**What needs to be done**:
The whole listing should be given back without any alteration.

**Extracted data**:
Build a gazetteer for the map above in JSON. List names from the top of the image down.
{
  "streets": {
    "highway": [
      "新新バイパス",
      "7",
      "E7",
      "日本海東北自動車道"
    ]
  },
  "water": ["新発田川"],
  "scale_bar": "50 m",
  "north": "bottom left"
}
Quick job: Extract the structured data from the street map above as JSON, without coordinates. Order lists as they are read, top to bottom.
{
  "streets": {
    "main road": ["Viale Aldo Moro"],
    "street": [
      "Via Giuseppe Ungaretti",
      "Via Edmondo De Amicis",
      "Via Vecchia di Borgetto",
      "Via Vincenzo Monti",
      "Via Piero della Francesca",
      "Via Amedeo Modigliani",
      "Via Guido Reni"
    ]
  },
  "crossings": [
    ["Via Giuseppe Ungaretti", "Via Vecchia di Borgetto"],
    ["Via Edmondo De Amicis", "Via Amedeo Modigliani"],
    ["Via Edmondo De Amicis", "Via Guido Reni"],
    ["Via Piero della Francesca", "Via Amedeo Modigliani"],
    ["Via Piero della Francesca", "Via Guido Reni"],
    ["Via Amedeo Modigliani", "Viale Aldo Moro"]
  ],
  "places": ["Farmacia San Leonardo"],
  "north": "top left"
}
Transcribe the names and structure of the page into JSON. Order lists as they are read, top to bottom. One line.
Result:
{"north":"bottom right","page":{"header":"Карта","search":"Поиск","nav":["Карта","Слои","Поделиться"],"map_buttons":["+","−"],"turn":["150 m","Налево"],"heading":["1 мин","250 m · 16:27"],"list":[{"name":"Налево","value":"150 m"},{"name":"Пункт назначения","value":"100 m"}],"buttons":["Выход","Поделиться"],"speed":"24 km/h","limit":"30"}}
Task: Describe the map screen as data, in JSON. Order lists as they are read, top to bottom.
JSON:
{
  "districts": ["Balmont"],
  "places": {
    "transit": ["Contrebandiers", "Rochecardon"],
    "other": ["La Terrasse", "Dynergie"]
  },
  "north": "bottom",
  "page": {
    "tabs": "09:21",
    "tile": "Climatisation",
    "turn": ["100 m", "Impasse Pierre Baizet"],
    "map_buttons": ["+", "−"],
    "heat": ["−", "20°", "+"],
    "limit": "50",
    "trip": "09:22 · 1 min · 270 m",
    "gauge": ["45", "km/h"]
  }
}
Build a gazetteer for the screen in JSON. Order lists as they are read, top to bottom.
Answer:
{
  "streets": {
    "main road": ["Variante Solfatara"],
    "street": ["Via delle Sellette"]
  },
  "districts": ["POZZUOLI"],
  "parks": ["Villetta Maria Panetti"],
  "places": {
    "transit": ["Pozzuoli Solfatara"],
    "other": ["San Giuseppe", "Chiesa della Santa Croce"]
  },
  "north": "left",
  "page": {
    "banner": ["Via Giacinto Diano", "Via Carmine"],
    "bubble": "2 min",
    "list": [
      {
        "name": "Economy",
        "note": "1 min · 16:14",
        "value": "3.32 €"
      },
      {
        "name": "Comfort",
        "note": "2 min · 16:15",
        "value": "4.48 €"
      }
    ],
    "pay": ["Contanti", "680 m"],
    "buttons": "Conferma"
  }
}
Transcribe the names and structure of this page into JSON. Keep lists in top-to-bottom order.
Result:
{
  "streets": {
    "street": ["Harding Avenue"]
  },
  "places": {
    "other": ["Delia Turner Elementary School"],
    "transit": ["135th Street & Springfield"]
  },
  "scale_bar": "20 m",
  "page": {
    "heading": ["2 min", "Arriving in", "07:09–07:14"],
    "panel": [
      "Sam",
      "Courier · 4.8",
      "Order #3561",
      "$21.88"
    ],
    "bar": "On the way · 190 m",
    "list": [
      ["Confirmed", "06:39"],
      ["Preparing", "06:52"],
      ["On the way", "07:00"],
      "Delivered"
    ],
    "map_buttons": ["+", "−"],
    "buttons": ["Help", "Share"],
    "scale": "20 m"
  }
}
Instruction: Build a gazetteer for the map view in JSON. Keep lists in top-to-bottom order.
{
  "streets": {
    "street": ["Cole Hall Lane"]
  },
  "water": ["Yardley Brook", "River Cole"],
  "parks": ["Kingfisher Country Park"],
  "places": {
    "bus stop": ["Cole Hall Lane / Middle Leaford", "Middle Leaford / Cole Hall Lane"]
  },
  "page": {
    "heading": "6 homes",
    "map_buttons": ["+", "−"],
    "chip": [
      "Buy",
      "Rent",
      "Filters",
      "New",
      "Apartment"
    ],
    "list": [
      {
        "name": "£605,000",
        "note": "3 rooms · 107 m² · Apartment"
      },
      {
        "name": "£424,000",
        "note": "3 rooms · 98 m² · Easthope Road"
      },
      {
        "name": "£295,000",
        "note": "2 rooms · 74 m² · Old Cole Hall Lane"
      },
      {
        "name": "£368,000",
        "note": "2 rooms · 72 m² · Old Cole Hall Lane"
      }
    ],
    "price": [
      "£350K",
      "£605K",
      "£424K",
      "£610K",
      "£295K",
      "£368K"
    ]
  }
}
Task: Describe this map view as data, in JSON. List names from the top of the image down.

**Task result**:
Build a gazetteer for the map above in JSON. List names from the top of the image down.
{
  "streets": {
    "highway": [
      "新新バイパス",
      "7",
      "E7",
      "日本海東北自動車道"
    ]
  },
  "water": ["新発田川"],
  "scale_bar": "50 m",
  "north": "bottom left"
}
Quick job: Extract the structured data from the street map above as JSON, without coordinates. Order lists as they are read, top to bottom.
{
  "streets": {
    "main road": ["Viale Aldo Moro"],
    "street": [
      "Via Giuseppe Ungaretti",
      "Via Edmondo De Amicis",
      "Via Vecchia di Borgetto",
      "Via Vincenzo Monti",
      "Via Piero della Francesca",
      "Via Amedeo Modigliani",
      "Via Guido Reni"
    ]
  },
  "crossings": [
    ["Via Giuseppe Ungaretti", "Via Vecchia di Borgetto"],
    ["Via Edmondo De Amicis", "Via Amedeo Modigliani"],
    ["Via Edmondo De Amicis", "Via Guido Reni"],
    ["Via Piero della Francesca", "Via Amedeo Modigliani"],
    ["Via Piero della Francesca", "Via Guido Reni"],
    ["Via Amedeo Modigliani", "Viale Aldo Moro"]
  ],
  "places": ["Farmacia San Leonardo"],
  "north": "top left"
}
Transcribe the names and structure of the page into JSON. Order lists as they are read, top to bottom. One line.
Result:
{"north":"bottom right","page":{"header":"Карта","search":"Поиск","nav":["Карта","Слои","Поделиться"],"map_buttons":["+","−"],"turn":["150 m","Налево"],"heading":["1 мин","250 m · 16:27"],"list":[{"name":"Налево","value":"150 m"},{"name":"Пункт назначения","value":"100 m"}],"buttons":["Выход","Поделиться"],"speed":"24 km/h","limit":"30"}}
Task: Describe the map screen as data, in JSON. Order lists as they are read, top to bottom.
JSON:
{
  "districts": ["Balmont"],
  "places": {
    "transit": ["Contrebandiers", "Rochecardon"],
    "other": ["La Terrasse", "Dynergie"]
  },
  "north": "bottom",
  "page": {
    "tabs": "09:21",
    "tile": "Climatisation",
    "turn": ["100 m", "Impasse Pierre Baizet"],
    "map_buttons": ["+", "−"],
    "heat": ["−", "20°", "+"],
    "limit": "50",
    "trip": "09:22 · 1 min · 270 m",
    "gauge": ["45", "km/h"]
  }
}
Build a gazetteer for the screen in JSON. Order lists as they are read, top to bottom.
Answer:
{
  "streets": {
    "main road": ["Variante Solfatara"],
    "street": ["Via delle Sellette"]
  },
  "districts": ["POZZUOLI"],
  "parks": ["Villetta Maria Panetti"],
  "places": {
    "transit": ["Pozzuoli Solfatara"],
    "other": ["San Giuseppe", "Chiesa della Santa Croce"]
  },
  "north": "left",
  "page": {
    "banner": ["Via Giacinto Diano", "Via Carmine"],
    "bubble": "2 min",
    "list": [
      {
        "name": "Economy",
        "note": "1 min · 16:14",
        "value": "3.32 €"
      },
      {
        "name": "Comfort",
        "note": "2 min · 16:15",
        "value": "4.48 €"
      }
    ],
    "pay": ["Contanti", "680 m"],
    "buttons": "Conferma"
  }
}
Transcribe the names and structure of this page into JSON. Keep lists in top-to-bottom order.
Result:
{
  "streets": {
    "street": ["Harding Avenue"]
  },
  "places": {
    "other": ["Delia Turner Elementary School"],
    "transit": ["135th Street & Springfield"]
  },
  "scale_bar": "20 m",
  "page": {
    "heading": ["2 min", "Arriving in", "07:09–07:14"],
    "panel": [
      "Sam",
      "Courier · 4.8",
      "Order #3561",
      "$21.88"
    ],
    "bar": "On the way · 190 m",
    "list": [
      ["Confirmed", "06:39"],
      ["Preparing", "06:52"],
      ["On the way", "07:00"],
      "Delivered"
    ],
    "map_buttons": ["+", "−"],
    "buttons": ["Help", "Share"],
    "scale": "20 m"
  }
}
Instruction: Build a gazetteer for the map view in JSON. Keep lists in top-to-bottom order.
{
  "streets": {
    "street": ["Cole Hall Lane"]
  },
  "water": ["Yardley Brook", "River Cole"],
  "parks": ["Kingfisher Country Park"],
  "places": {
    "bus stop": ["Cole Hall Lane / Middle Leaford", "Middle Leaford / Cole Hall Lane"]
  },
  "page": {
    "heading": "6 homes",
    "map_buttons": ["+", "−"],
    "chip": [
      "Buy",
      "Rent",
      "Filters",
      "New",
      "Apartment"
    ],
    "list": [
      {
        "name": "£605,000",
        "note": "3 rooms · 107 m² · Apartment"
      },
      {
        "name": "£424,000",
        "note": "3 rooms · 98 m² · Easthope Road"
      },
      {
        "name": "£295,000",
        "note": "2 rooms · 74 m² · Old Cole Hall Lane"
      },
      {
        "name": "£368,000",
        "note": "2 rooms · 72 m² · Old Cole Hall Lane"
      }
    ],
    "price": [
      "£350K",
      "£605K",
      "£424K",
      "£610K",
      "£295K",
      "£368K"
    ]
  }
}
Task: Describe this map view as data, in JSON. List names from the top of the image down.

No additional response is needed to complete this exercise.